• **Assignment**:
Look at each line below and tally those holding "Annotation"; answer with that figure and nothing else.

• **Source material**:
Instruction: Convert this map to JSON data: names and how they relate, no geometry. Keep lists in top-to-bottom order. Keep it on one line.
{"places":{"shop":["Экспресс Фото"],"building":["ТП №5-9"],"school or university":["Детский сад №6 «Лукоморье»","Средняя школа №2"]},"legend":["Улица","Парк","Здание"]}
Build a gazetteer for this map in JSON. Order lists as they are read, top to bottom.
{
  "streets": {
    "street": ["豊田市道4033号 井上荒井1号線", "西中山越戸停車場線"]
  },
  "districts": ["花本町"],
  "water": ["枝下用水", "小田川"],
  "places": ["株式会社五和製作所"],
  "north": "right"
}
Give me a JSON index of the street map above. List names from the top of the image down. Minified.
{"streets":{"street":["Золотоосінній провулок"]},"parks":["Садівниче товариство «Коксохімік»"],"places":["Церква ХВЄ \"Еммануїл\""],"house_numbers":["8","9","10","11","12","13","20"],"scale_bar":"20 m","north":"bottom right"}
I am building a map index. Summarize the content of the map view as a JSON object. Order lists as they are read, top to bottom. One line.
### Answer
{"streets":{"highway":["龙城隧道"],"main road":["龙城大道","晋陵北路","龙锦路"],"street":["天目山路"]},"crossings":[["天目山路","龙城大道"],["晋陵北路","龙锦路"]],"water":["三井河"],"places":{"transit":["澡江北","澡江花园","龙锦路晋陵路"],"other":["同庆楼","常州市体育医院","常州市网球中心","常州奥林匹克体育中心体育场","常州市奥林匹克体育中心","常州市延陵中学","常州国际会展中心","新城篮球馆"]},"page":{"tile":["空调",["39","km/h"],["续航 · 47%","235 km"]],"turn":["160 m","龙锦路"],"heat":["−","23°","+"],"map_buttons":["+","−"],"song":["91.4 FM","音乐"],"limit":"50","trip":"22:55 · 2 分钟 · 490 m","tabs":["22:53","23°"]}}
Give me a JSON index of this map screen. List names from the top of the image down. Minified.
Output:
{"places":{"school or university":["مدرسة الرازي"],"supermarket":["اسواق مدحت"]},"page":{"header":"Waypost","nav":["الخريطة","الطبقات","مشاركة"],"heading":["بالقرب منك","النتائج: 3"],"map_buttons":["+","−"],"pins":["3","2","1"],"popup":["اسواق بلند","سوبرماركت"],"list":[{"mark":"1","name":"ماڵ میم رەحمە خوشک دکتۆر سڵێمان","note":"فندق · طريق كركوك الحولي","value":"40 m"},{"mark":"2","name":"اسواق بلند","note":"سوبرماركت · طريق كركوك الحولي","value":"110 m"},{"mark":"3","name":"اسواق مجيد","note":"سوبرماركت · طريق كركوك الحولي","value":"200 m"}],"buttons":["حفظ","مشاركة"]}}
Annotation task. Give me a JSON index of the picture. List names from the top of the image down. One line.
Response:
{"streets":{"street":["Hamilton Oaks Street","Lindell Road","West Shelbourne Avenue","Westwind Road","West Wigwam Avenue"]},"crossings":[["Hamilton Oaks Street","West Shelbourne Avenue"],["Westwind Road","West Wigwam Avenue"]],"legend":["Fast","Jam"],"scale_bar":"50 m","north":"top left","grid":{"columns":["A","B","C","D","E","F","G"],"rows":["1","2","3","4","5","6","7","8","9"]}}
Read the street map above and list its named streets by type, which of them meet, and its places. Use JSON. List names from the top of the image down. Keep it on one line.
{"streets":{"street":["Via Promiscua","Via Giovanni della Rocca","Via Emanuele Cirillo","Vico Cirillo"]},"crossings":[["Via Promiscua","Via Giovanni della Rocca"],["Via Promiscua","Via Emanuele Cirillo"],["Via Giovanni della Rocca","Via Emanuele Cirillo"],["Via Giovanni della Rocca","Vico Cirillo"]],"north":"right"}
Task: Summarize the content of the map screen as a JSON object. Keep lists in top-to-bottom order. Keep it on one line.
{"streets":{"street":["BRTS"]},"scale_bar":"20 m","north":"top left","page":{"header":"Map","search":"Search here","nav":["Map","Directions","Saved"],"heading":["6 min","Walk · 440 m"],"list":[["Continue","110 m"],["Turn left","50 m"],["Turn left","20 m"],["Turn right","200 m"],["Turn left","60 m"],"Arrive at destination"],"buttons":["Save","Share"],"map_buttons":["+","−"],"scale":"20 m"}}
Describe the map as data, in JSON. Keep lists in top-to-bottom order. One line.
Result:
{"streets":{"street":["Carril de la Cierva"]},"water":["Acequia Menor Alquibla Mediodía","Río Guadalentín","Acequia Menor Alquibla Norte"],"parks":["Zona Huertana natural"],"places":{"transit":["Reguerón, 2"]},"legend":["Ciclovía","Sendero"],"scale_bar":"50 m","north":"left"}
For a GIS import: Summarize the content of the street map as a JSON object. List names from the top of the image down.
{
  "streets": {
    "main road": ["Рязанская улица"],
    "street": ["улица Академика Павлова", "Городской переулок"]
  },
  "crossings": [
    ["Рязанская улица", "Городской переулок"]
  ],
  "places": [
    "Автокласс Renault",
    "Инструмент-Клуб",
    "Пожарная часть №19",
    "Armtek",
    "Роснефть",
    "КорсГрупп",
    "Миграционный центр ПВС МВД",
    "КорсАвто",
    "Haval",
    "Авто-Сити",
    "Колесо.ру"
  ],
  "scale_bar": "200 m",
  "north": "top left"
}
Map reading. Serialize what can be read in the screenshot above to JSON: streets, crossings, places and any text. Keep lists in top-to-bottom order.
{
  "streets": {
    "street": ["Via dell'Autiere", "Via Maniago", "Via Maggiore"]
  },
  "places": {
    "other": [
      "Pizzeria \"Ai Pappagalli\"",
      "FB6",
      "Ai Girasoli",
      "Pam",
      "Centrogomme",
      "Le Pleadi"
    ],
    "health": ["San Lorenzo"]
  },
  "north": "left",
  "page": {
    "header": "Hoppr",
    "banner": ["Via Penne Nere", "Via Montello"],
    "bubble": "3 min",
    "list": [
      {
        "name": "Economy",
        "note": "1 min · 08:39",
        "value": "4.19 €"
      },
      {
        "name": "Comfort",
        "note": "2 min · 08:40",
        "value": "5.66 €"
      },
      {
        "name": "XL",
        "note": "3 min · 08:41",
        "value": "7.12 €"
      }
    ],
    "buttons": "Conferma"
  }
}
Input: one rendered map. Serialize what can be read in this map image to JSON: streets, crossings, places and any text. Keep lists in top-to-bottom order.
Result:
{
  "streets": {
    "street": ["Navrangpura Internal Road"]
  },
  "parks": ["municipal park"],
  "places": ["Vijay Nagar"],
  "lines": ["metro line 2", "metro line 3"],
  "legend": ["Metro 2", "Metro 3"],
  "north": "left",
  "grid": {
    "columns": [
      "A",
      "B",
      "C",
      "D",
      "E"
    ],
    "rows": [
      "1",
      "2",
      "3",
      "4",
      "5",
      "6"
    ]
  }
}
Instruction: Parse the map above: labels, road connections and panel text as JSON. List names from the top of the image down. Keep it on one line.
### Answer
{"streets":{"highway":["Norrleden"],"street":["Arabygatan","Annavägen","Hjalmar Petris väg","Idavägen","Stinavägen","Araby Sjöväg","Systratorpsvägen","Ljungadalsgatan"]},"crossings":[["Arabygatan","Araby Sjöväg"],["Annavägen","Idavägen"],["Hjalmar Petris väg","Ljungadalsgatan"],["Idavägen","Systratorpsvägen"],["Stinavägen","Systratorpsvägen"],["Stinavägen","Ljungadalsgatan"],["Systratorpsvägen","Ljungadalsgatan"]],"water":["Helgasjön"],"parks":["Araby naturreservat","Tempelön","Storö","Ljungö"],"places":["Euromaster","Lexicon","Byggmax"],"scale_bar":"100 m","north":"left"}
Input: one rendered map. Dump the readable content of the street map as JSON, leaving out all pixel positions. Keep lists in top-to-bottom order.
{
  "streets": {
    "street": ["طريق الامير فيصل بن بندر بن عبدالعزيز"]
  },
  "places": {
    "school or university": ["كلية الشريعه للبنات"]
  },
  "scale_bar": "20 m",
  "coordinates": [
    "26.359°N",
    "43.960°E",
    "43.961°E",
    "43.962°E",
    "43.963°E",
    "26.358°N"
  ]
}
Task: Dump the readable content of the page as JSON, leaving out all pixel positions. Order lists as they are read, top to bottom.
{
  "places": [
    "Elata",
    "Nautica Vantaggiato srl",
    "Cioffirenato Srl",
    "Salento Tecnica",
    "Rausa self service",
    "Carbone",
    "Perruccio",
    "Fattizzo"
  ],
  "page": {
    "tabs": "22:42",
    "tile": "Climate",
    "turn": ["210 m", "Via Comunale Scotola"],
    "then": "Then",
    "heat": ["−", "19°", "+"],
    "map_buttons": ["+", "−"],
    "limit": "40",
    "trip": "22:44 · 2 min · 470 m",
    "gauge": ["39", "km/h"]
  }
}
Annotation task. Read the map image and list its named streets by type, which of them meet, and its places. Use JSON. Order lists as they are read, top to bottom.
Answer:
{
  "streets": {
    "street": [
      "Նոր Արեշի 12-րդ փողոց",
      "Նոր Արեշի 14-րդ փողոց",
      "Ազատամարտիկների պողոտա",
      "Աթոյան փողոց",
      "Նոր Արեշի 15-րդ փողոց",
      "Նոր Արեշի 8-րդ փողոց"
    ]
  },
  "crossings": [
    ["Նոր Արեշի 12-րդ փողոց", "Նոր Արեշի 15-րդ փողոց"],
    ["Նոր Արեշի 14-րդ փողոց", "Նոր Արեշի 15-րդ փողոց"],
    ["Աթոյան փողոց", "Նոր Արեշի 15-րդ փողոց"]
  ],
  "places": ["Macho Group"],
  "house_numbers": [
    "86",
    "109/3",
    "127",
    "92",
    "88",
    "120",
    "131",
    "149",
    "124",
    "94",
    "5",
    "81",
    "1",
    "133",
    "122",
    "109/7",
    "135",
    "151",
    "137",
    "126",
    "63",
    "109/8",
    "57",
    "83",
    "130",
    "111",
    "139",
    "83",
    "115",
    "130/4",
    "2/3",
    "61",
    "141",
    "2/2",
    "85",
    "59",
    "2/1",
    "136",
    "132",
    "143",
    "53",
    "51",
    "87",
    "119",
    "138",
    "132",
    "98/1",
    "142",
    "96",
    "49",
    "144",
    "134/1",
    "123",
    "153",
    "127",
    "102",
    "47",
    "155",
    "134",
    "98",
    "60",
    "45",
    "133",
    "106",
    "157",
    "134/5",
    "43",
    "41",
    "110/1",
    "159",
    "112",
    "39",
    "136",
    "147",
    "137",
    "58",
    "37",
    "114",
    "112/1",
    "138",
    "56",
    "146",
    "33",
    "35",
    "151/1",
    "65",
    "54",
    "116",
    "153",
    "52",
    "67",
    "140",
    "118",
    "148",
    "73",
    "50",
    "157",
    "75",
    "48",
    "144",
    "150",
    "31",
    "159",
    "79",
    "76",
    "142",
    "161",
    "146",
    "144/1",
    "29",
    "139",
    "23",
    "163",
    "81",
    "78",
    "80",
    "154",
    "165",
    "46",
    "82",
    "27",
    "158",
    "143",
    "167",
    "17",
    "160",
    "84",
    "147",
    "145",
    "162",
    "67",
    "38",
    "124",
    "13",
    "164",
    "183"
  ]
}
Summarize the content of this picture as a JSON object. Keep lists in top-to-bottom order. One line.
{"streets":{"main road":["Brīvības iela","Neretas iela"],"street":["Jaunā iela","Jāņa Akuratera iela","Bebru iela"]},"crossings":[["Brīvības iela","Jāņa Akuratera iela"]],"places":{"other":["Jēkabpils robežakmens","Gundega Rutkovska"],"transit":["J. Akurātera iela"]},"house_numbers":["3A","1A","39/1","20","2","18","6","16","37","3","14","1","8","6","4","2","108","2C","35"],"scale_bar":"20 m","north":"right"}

• **Response to the task**:
2